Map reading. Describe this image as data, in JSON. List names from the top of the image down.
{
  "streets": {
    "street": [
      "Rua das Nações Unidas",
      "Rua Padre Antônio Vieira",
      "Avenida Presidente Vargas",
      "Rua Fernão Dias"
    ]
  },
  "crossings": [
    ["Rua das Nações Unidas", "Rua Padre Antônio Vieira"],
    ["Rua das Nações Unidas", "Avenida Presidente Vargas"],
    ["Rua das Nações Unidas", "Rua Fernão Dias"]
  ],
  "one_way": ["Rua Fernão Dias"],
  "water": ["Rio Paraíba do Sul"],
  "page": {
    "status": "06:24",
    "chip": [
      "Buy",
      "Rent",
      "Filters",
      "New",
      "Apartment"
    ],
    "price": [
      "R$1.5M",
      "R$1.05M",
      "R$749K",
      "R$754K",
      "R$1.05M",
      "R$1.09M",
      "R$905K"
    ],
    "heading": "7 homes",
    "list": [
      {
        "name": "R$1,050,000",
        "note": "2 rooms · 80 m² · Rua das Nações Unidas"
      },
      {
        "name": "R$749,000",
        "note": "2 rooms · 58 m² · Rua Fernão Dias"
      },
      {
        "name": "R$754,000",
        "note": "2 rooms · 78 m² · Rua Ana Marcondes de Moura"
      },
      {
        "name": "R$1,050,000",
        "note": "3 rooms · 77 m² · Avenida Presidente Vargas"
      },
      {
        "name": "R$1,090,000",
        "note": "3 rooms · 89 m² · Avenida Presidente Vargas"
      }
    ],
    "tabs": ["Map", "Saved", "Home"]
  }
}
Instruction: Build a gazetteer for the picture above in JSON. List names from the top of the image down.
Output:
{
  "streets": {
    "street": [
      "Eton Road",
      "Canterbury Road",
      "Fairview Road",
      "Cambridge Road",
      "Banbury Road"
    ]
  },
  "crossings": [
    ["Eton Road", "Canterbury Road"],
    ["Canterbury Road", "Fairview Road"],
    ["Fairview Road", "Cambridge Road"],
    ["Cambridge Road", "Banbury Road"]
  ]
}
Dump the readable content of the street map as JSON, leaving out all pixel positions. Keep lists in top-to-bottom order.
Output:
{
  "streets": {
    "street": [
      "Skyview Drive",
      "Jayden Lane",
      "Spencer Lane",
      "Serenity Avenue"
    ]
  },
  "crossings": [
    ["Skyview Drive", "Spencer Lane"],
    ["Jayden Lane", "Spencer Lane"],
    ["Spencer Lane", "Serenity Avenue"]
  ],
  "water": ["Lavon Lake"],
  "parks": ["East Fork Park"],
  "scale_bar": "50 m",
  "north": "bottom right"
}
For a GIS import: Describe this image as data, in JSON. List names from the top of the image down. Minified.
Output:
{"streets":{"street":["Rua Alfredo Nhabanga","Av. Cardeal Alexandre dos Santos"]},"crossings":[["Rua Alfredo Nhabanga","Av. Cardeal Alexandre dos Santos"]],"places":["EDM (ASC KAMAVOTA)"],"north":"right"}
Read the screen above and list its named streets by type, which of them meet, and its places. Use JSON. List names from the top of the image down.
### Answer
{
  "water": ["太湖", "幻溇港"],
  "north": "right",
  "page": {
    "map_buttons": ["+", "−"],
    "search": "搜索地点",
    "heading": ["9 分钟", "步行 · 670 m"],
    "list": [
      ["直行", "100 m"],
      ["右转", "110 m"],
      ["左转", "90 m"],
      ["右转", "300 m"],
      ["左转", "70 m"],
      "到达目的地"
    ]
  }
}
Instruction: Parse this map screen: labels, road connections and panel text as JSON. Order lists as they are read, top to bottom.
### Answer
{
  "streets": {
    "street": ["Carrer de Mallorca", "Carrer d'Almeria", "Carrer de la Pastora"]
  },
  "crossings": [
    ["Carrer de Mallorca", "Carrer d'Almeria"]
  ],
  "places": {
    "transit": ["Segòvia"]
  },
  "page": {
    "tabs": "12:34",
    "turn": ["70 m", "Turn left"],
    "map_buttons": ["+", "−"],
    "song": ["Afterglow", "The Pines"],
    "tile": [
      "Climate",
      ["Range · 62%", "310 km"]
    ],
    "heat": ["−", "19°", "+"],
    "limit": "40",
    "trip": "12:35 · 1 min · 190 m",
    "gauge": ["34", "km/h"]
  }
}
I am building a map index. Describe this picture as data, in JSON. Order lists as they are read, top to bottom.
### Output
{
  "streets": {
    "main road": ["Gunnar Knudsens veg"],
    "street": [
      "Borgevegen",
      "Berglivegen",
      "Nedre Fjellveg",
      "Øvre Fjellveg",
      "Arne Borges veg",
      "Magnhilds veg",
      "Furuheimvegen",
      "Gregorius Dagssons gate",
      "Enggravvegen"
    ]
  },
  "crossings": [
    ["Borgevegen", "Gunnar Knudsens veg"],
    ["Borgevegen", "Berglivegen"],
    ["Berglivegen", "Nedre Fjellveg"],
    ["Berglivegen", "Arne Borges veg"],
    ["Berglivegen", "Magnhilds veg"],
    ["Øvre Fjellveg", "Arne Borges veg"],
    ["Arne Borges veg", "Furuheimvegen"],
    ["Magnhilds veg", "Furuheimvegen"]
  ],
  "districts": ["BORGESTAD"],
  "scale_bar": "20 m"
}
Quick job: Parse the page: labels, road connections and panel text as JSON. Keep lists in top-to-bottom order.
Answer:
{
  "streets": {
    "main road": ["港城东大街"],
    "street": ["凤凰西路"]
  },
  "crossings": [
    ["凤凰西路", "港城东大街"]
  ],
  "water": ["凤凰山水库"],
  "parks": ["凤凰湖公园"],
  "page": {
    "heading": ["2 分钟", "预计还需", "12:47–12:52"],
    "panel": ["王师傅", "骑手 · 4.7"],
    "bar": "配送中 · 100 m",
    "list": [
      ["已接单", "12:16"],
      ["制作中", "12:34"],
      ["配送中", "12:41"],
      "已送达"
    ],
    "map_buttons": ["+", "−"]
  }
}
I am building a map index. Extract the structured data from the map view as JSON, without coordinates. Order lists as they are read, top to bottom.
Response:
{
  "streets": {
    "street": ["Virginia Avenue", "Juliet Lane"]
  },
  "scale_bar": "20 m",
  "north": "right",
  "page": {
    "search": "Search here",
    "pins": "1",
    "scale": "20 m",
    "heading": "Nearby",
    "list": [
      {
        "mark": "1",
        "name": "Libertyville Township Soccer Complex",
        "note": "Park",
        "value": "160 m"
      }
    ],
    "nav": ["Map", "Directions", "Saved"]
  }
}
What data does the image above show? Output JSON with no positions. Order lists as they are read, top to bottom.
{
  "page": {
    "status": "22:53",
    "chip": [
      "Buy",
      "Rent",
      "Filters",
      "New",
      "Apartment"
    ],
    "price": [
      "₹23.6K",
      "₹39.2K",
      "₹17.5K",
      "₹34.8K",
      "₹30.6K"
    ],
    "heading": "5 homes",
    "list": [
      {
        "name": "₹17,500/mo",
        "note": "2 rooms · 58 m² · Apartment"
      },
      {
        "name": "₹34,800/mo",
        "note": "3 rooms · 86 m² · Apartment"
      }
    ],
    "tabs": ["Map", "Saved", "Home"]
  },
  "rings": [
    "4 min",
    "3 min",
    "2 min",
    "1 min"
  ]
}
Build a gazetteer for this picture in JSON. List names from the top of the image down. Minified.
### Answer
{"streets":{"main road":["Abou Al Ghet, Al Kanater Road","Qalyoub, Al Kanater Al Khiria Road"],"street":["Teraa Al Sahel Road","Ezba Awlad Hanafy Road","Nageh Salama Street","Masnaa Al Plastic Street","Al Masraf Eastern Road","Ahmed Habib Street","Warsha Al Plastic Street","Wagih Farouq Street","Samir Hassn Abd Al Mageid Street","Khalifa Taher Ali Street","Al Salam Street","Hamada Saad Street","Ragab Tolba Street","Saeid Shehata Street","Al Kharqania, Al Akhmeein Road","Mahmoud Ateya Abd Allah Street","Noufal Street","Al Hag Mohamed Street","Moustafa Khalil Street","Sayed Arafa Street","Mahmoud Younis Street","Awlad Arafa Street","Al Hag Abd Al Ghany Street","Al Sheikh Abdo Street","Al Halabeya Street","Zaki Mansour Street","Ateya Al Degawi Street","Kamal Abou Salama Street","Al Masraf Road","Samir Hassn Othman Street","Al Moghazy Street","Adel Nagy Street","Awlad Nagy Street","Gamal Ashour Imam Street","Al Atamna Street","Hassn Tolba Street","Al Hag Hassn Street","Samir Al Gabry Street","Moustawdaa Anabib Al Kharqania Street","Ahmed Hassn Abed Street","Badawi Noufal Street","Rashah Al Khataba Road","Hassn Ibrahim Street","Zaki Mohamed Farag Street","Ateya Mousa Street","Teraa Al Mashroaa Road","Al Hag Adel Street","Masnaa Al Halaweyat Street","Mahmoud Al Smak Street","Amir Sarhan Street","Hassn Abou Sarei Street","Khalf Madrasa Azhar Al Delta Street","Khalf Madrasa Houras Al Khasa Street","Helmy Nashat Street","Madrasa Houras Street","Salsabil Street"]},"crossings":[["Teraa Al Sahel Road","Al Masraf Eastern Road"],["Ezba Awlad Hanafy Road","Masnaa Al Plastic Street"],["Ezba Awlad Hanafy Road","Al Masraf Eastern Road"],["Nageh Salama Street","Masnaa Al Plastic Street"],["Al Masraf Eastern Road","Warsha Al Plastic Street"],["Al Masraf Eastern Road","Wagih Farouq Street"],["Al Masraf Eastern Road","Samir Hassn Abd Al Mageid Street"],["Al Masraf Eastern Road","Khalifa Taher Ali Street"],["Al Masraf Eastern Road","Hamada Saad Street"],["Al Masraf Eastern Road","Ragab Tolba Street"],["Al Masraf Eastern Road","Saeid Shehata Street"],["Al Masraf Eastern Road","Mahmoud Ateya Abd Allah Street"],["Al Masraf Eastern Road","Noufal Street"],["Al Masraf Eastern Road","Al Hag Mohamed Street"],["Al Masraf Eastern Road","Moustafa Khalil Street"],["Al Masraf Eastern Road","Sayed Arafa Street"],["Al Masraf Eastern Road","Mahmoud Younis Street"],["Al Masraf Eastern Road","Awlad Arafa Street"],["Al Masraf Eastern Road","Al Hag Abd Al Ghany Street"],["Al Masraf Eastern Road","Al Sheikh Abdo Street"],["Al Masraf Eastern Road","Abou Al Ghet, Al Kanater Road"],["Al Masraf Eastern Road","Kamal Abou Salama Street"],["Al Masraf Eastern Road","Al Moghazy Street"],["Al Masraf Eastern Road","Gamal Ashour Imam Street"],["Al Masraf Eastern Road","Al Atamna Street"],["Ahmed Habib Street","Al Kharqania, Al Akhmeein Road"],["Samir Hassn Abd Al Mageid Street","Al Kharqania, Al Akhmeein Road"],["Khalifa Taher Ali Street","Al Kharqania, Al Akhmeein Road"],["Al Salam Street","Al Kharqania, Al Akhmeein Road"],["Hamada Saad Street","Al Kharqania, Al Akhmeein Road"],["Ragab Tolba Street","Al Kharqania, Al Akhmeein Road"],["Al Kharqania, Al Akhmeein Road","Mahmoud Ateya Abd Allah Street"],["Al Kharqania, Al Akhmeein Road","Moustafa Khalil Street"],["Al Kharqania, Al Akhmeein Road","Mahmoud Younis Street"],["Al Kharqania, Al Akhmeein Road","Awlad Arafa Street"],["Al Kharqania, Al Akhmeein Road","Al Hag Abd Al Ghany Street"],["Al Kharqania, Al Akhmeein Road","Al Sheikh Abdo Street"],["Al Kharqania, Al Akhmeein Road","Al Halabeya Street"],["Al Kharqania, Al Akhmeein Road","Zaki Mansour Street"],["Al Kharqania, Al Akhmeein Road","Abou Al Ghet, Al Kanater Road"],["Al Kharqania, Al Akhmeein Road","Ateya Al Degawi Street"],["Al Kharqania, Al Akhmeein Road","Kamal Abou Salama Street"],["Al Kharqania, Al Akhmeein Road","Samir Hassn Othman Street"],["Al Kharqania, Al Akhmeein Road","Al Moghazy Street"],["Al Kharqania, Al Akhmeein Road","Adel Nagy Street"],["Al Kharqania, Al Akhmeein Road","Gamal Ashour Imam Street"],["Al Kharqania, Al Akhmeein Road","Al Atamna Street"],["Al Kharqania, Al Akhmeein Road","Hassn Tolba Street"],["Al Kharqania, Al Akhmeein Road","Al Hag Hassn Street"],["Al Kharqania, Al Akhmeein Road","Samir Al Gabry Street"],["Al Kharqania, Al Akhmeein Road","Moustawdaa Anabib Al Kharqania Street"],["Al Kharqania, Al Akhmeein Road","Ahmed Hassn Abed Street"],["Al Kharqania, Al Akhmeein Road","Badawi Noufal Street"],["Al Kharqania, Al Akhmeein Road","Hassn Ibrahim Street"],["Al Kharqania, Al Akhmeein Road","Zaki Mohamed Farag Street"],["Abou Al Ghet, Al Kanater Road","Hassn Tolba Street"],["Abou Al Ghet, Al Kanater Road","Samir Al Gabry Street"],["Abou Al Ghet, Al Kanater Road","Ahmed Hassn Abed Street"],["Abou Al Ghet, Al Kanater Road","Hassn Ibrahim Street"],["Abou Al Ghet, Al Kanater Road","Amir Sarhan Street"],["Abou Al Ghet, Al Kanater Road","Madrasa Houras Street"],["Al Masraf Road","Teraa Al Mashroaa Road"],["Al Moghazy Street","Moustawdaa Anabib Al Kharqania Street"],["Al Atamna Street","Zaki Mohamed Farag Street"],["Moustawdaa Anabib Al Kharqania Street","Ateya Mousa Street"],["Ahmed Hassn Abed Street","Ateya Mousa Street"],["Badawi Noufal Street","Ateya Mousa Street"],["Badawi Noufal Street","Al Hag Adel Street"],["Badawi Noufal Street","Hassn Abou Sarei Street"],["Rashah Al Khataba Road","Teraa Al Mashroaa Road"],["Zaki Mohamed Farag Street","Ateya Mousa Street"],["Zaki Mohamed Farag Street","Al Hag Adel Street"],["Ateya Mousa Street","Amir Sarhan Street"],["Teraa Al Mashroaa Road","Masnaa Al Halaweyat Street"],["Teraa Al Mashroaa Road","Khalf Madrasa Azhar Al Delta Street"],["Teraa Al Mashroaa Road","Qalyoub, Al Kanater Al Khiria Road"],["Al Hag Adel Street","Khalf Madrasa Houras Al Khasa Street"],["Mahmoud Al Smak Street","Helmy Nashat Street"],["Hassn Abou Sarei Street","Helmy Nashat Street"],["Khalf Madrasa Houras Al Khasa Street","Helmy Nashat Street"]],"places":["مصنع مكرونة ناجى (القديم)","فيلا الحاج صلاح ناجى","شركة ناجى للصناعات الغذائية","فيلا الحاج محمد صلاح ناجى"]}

____

:: WHAT TO DO ::
Provide only the number of lines in the listing above that contain "Arne".

:: PROBLEM SOLUTION ::
4